First, it must be waged completely independently of the Social Democrats (SPD), the Greens, the Left Party and the trade unions, all of which defend the capitalist profit system and the imperialist proxy war in Ukraine. Independent rank-and-file action committees must be built in the neighbourhoods and workplaces to organise resistance to the price increases and to network nationally and internationally. The Sozialistische Gleichheitspartei (Socialist Equality Party) and its international sister parties have set up the International Workers Alliance of Rank-and-File Committees to facilitate and promote this.

Secondly, the struggle against the consequences of inflation needs a clear political perspective. It is inseparable from the struggle against the bankrupt capitalist system, which has nothing left to offer the vast majority of the population except poverty, decline, environmental destruction and war.

The government’s call to “make sacrifices” for the war in Ukraine must be categorically rejected. The claim that NATO is responding to an unprovoked attack by Russia in Ukraine and defending freedom and democracy is false. The war against Russia is a continuation of the wars against Afghanistan, Iraq, Libya and other countries through which the USA and its NATO allies have sought to defend their world domination.

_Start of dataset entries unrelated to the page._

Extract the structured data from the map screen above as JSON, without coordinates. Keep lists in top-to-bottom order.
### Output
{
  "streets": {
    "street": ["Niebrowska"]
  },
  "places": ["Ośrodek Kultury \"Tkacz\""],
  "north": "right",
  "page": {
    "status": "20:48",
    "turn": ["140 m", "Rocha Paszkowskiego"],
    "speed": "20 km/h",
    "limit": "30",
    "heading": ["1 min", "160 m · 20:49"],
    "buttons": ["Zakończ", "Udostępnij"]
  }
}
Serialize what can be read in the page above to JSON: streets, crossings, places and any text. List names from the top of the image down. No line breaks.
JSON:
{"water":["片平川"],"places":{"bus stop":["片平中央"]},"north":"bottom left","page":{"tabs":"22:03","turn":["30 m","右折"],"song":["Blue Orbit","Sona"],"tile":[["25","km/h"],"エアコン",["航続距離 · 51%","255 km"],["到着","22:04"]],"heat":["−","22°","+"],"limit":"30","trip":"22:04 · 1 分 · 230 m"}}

The German government is using the war in Ukraine to rearm frenetically and become the strongest military power in Europe. It is using it as an opportunity to “further strengthen the European pillar of NATO, and to do so for the long term,” as Green Foreign Minister Annalena Baerbock recently put it in a keynote speech. The Russian invasion of Ukraine is reactionary and must be rejected but settling accounts with the Putin regime is the task of the Russian and international working class, not of the German and American imperialists, who have cast their greedy eyes over Russia’s mineral resources and vast territory.